That’s the approach I’m also taking (rebar3 new release
in my case, so as to reproduce the directory structure), but as yet I’ve had no luck in reproducing the error either
Hmm, that is both good and bad, I guess The first argument to
--/2
is very strange as it looks like the exit reason for a port. How it has ended up there is a mystery since in the code it is the result of getting a value from a proplist. I’ll spend some additional time on it, but rihght now I have nothing to go on. If you manage to reproduce it on your side, I’ll be happy to take any details you have.

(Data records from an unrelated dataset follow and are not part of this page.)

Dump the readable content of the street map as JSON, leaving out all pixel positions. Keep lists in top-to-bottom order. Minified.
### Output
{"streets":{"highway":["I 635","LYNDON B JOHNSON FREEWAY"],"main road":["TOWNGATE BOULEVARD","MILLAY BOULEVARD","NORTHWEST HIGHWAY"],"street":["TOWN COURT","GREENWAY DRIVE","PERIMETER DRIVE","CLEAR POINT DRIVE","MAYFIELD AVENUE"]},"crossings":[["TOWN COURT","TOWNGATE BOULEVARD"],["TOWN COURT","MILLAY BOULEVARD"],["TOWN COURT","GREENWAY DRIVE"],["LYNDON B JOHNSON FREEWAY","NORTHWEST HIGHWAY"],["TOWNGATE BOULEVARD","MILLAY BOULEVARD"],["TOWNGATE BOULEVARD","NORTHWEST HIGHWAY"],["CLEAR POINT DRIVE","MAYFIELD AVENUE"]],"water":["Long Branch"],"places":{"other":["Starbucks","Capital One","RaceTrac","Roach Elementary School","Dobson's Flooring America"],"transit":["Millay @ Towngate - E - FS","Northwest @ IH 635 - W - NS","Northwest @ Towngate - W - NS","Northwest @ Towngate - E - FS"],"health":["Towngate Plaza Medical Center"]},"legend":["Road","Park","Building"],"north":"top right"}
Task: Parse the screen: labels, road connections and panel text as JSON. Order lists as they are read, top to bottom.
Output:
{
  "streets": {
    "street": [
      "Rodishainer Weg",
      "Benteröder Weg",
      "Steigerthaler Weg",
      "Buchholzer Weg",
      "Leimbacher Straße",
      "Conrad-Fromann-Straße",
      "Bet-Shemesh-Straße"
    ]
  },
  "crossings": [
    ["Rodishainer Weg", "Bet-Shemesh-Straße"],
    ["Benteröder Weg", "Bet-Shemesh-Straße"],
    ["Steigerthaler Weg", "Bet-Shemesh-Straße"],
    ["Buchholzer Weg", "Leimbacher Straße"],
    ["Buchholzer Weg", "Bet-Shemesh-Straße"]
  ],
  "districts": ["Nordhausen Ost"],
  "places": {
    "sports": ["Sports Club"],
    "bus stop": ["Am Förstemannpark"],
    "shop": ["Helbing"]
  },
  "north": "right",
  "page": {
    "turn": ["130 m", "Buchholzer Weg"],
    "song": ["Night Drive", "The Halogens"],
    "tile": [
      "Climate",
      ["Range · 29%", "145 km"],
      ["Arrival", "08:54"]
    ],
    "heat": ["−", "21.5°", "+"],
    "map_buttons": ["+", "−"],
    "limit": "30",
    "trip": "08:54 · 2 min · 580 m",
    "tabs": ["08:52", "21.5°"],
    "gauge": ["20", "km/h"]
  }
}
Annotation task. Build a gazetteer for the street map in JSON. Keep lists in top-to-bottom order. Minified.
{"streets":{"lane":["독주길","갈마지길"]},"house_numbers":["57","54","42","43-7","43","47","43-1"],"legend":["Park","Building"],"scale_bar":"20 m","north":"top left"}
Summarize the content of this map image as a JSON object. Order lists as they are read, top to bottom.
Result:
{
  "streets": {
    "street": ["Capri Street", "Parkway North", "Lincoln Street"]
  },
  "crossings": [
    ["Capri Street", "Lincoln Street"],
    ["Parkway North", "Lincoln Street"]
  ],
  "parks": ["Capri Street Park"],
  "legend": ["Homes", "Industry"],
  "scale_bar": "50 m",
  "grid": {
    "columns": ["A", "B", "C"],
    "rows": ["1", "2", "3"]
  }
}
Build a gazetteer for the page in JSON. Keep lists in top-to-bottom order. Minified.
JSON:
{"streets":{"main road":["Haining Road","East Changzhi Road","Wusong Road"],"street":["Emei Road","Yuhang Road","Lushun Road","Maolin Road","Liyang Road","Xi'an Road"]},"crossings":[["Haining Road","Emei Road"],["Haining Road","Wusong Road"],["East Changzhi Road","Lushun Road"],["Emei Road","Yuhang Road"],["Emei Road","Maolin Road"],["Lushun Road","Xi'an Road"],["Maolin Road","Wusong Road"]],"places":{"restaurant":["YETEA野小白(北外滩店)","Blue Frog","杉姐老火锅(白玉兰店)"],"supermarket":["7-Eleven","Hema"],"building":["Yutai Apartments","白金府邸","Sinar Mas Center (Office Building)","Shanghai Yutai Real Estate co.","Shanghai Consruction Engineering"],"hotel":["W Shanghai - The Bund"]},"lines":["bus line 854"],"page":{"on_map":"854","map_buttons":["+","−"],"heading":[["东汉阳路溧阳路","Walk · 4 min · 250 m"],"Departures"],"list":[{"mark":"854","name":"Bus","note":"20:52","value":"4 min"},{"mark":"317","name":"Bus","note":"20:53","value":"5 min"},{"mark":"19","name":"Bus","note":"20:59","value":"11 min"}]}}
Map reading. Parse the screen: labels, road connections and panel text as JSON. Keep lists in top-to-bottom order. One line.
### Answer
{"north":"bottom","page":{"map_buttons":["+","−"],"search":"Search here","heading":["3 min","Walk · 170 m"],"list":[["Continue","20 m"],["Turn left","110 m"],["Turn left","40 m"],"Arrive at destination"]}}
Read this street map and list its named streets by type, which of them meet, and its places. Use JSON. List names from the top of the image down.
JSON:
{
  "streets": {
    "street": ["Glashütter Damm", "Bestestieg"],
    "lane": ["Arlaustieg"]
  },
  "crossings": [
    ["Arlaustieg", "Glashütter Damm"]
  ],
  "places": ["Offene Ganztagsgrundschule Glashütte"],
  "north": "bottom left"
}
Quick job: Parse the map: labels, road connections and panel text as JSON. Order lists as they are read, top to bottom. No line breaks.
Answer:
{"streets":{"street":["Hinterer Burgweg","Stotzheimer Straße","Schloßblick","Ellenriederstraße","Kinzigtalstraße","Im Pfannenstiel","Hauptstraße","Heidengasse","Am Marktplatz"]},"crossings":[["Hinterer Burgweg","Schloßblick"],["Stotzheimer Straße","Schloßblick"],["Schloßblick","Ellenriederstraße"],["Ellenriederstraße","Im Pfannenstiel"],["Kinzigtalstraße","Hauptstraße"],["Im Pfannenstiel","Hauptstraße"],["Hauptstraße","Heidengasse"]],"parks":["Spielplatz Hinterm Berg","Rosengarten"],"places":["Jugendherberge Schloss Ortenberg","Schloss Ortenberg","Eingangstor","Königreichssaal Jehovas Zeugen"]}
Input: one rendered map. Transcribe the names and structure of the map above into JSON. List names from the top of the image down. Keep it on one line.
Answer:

Actually, looking a bit deeper and discussing with @jhogberg, we found some lax code that could explain this behaviour as well as making it rather difficult to reproduce. I’ll tighten the code, and then we hope we do not see it again.
Progress (of a sort).
Going back to the original, failing code and with liberal use of a blunt hatchet, I have managed to get to the point where the problem is evident even when using the minimal files:
-module(misbehaviour).
-callback bar() -> ok.
and
-module(myimpl).
-behaviour(misbehaviour).
-export([bar/0]).
bar() -> ok.
However, if I chop too much of the surrounding application code out, it mysteriously disappears back into the magic hat.
Modulo names, that is exactly identical to what I tested with The difficulty of reproduction most likely comes down to a combination of timing and sending/receiving messages. In the current code, an untagged message is received, which might grab the wrong message. Adding a tag should fix that potential problem.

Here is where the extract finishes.